Explanation: **Explanation:** The core of this question lies in distinguishing between drugs that primarily treat psychosis versus those that manage anxiety disorders. **1. Why Risperidone is the Correct Answer:** **Risperidone** is a **Second-Generation (Atypical) Antipsychotic**. Its primary mechanism involves potent antagonism of Dopamine (D2) and Serotonin (5-HT2A) receptors. It is indicated for Schizophrenia, Bipolar Disorder, and irritability in Autism. While it may have secondary calming effects, it is not classified as an anxiolytic agent. **2. Analysis of Incorrect Options:** * **SSRI (Selective Serotonin Reuptake Inhibitors):** These are currently the **first-line pharmacological treatment** for most chronic anxiety disorders, including Panic Disorder, GAD, and Social Anxiety Disorder. * **Clonazepam:** This is a **Benzodiazepine** (BZD).
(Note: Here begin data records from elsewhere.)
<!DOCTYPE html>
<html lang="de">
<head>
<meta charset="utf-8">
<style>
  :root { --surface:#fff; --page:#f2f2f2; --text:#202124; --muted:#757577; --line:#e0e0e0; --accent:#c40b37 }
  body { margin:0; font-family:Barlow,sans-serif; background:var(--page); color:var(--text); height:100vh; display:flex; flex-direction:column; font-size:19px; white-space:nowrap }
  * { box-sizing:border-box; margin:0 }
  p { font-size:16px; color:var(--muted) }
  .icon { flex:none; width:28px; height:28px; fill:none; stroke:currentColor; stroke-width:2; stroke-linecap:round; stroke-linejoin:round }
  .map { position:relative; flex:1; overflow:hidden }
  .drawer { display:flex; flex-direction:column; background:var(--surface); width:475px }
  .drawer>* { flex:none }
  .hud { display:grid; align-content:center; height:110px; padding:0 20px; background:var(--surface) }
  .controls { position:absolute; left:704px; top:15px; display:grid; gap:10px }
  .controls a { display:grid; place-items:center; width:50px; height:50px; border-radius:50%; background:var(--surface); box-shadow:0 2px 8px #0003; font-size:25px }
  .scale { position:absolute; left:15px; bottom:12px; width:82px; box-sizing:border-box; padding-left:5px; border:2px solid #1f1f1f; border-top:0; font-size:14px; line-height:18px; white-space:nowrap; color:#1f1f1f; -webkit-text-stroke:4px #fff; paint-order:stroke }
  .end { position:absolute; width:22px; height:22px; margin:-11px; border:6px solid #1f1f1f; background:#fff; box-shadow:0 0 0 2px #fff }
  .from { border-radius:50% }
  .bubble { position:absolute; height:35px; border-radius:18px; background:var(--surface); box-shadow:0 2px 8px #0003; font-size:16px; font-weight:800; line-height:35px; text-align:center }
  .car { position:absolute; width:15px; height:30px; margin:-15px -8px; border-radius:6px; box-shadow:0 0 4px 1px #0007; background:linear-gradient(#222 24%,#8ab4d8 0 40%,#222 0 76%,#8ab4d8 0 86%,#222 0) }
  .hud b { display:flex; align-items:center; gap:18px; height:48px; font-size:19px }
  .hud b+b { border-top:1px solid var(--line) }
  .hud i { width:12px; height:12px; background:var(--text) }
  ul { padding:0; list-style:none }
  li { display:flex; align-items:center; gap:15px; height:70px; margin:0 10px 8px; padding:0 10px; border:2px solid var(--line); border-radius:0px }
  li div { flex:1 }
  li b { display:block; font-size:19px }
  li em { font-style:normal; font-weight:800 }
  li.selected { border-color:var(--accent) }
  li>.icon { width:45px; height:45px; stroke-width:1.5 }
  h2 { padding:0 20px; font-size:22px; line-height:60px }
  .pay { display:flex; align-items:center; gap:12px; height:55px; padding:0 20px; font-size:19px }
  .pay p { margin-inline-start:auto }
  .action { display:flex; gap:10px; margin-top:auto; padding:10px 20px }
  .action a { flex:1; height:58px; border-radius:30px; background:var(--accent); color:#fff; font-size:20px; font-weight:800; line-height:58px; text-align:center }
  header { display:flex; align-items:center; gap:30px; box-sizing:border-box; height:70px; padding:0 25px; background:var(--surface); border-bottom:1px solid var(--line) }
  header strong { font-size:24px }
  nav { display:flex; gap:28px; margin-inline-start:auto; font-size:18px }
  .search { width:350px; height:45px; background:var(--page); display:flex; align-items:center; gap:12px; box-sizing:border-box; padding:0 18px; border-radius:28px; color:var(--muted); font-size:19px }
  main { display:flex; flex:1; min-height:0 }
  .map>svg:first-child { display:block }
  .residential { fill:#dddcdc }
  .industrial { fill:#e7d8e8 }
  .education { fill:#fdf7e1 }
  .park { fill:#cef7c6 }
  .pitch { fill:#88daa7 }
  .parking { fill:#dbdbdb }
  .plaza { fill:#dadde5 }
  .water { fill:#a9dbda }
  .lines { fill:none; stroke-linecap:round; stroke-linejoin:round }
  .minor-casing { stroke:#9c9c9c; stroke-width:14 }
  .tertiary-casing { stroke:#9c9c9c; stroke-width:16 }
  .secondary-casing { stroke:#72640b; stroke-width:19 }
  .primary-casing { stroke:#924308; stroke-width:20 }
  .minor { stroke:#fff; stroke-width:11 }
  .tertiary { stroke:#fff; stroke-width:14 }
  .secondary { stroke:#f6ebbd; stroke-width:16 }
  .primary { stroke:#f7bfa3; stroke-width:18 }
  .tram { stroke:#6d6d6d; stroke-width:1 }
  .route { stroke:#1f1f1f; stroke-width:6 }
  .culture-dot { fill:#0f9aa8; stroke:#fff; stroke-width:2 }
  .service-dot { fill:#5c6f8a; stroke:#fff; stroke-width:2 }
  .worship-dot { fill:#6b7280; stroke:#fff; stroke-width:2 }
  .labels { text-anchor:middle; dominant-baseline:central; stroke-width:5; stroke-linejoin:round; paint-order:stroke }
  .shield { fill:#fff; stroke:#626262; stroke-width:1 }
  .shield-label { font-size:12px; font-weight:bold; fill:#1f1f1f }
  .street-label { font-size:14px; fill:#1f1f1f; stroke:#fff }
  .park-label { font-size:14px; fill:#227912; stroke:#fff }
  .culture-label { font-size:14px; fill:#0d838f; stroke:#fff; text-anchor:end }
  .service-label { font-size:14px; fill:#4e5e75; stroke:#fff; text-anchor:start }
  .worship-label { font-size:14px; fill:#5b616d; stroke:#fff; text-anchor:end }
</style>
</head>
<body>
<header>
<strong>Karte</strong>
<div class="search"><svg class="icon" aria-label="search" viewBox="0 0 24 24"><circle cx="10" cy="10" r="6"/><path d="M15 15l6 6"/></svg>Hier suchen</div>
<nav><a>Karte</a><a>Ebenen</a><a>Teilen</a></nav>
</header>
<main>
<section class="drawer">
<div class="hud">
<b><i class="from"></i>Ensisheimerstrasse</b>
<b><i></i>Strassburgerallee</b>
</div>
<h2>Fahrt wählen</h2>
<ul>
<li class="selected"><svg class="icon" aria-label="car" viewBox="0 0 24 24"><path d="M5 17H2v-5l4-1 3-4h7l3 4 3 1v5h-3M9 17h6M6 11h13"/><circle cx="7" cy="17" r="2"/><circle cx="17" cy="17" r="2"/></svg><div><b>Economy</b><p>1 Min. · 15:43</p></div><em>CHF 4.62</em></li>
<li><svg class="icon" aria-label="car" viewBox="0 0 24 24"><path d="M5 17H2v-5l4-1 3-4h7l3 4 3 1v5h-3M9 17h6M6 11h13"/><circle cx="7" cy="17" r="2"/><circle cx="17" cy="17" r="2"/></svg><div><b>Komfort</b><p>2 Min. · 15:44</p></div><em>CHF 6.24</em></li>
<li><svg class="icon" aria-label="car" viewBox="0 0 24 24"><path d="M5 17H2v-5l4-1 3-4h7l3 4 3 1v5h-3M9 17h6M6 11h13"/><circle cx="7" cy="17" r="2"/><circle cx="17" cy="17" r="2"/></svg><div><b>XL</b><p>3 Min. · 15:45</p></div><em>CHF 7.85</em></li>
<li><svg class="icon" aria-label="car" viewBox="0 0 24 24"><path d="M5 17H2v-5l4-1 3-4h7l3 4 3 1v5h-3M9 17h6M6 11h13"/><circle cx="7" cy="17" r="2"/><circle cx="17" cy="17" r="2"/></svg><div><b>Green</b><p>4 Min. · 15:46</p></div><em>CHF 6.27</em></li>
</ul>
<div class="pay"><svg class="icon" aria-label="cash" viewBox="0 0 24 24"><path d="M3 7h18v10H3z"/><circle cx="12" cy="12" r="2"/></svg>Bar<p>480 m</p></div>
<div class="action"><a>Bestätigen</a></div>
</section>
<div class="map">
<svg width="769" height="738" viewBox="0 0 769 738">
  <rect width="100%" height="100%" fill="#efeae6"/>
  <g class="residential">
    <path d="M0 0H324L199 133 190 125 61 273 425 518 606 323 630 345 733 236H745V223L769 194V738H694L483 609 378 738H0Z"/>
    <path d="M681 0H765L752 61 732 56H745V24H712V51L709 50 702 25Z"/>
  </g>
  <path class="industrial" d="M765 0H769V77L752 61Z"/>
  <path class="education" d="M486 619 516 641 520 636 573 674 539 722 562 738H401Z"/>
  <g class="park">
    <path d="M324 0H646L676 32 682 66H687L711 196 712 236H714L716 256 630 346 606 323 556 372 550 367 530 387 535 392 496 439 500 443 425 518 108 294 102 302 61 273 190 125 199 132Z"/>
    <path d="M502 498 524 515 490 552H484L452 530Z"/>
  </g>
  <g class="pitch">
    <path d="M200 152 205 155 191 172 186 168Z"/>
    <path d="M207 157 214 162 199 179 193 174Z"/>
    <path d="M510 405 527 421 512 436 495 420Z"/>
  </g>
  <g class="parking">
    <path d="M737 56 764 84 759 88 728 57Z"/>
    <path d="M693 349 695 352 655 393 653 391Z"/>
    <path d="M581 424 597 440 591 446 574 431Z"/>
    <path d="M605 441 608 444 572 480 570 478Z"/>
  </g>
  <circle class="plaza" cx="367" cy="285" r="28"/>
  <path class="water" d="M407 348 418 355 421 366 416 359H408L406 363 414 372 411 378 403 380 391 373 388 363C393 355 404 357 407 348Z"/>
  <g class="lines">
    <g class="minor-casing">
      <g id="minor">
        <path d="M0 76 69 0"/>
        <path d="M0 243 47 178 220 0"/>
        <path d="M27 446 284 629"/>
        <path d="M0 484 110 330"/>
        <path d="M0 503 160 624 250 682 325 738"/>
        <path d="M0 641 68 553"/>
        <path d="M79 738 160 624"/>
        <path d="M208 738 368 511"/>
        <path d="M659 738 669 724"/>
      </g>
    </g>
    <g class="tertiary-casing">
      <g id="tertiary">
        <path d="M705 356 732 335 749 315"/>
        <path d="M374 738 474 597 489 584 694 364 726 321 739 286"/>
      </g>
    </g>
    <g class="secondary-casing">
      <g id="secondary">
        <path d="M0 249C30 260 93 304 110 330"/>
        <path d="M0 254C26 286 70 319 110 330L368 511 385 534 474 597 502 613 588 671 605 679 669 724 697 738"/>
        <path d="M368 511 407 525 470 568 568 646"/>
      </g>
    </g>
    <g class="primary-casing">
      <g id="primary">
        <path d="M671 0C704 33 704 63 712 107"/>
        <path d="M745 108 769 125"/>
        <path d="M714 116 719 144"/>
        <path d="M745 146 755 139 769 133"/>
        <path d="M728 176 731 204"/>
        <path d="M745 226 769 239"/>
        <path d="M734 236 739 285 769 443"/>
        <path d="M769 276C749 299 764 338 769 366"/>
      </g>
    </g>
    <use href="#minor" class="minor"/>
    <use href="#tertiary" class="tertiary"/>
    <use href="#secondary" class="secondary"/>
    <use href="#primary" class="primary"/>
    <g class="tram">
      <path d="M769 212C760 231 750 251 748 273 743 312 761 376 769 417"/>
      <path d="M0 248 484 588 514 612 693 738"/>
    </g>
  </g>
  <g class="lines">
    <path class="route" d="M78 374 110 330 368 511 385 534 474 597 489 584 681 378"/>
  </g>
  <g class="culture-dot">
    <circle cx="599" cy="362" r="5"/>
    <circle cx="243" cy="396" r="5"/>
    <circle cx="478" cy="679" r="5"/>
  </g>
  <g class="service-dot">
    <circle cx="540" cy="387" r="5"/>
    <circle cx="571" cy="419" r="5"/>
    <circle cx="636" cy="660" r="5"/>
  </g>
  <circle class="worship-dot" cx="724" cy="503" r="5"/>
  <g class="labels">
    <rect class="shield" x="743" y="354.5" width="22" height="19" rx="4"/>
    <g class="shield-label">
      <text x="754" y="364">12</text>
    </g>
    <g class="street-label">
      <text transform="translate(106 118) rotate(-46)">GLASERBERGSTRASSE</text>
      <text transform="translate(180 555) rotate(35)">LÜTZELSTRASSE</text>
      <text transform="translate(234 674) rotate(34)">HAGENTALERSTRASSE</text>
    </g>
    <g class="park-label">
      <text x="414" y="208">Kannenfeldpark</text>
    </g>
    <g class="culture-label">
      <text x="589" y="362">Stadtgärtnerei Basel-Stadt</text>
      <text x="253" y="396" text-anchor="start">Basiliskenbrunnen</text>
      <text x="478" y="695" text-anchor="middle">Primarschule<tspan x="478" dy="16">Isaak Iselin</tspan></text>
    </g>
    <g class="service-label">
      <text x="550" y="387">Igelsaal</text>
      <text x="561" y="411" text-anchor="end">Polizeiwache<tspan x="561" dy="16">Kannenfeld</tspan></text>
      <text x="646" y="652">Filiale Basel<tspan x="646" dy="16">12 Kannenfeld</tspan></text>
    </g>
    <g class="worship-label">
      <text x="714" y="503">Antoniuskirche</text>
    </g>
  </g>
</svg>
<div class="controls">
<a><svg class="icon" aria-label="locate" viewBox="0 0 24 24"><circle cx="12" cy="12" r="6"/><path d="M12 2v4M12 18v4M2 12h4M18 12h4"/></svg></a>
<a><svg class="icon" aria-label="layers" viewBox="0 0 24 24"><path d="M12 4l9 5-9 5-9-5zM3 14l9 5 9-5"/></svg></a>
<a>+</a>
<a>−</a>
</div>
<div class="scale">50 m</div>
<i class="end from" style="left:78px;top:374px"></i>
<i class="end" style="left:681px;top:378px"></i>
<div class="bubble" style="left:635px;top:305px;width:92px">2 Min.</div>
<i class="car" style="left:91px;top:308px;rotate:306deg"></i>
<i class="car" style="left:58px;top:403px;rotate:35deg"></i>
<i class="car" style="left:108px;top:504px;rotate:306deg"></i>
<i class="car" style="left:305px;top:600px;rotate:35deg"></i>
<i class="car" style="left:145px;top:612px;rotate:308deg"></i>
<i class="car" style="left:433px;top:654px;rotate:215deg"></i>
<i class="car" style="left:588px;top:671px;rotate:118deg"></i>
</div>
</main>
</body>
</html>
BZDs act as GABA-A receptor agonists, providing rapid relief of acute anxiety symptoms. They are the most commonly used "classical" anxiolytics. * **Buspirone:** This is a **non-benzodiazepine anxiolytic** that acts as a partial agonist at the **5-HT1A receptor**. It is specifically used for Generalized Anxiety Disorder (GAD) and lacks the sedative or addictive potential of BZDs. **High-Yield Clinical Pearls for NEET-PG:** * **Drug of Choice (DOC) for GAD:** SSRIs (Long-term); Benzodiazepines (Short-term/Acute). * **Buspirone** takes 2–4 weeks to show anxiolytic effects; it is ineffective for "as-needed" (PRN) use. * **Propranolol** (Beta-blocker) is the drug of choice for **Performance Anxiety** (Stage fright). * **Antidote for Benzodiazepine overdose:** Flumazenil (Competitive antagonist).